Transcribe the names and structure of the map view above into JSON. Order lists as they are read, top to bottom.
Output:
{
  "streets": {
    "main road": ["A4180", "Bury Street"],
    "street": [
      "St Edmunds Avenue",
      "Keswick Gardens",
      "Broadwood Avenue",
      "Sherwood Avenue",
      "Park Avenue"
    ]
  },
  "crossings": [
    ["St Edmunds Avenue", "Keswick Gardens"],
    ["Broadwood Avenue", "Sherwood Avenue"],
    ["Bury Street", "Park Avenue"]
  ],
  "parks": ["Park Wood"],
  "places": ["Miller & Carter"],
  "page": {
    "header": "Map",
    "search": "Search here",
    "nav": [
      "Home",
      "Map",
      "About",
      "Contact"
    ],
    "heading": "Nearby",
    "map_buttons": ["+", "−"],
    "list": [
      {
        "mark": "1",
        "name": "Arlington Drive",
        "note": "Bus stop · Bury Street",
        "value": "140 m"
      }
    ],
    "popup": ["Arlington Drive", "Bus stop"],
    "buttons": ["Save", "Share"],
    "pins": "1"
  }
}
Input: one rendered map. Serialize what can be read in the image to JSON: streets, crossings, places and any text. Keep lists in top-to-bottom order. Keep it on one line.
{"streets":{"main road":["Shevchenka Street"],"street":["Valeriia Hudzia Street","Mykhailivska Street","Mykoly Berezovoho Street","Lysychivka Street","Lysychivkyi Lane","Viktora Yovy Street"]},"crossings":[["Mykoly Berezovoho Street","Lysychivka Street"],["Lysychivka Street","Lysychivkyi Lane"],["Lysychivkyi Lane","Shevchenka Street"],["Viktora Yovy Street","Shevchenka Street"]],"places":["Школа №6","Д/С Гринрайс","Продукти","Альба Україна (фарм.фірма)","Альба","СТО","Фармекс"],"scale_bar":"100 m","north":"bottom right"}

■ **Work item**: Reproduce the listing shown above in its entirety, exactly.

■ **The answer**:
Transcribe the names and structure of the map view above into JSON. Order lists as they are read, top to bottom.
Output:
{
  "streets": {
    "main road": ["A4180", "Bury Street"],
    "street": [
      "St Edmunds Avenue",
      "Keswick Gardens",
      "Broadwood Avenue",
      "Sherwood Avenue",
      "Park Avenue"
    ]
  },
  "crossings": [
    ["St Edmunds Avenue", "Keswick Gardens"],
    ["Broadwood Avenue", "Sherwood Avenue"],
    ["Bury Street", "Park Avenue"]
  ],
  "parks": ["Park Wood"],
  "places": ["Miller & Carter"],
  "page": {
    "header": "Map",
    "search": "Search here",
    "nav": [
      "Home",
      "Map",
      "About",
      "Contact"
    ],
    "heading": "Nearby",
    "map_buttons": ["+", "−"],
    "list": [
      {
        "mark": "1",
        "name": "Arlington Drive",
        "note": "Bus stop · Bury Street",
        "value": "140 m"
      }
    ],
    "popup": ["Arlington Drive", "Bus stop"],
    "buttons": ["Save", "Share"],
    "pins": "1"
  }
}
Input: one rendered map. Serialize what can be read in the image to JSON: streets, crossings, places and any text. Keep lists in top-to-bottom order. Keep it on one line.
{"streets":{"main road":["Shevchenka Street"],"street":["Valeriia Hudzia Street","Mykhailivska Street","Mykoly Berezovoho Street","Lysychivka Street","Lysychivkyi Lane","Viktora Yovy Street"]},"crossings":[["Mykoly Berezovoho Street","Lysychivka Street"],["Lysychivka Street","Lysychivkyi Lane"],["Lysychivkyi Lane","Shevchenka Street"],["Viktora Yovy Street","Shevchenka Street"]],"places":["Школа №6","Д/С Гринрайс","Продукти","Альба Україна (фарм.фірма)","Альба","СТО","Фармекс"],"scale_bar":"100 m","north":"bottom right"}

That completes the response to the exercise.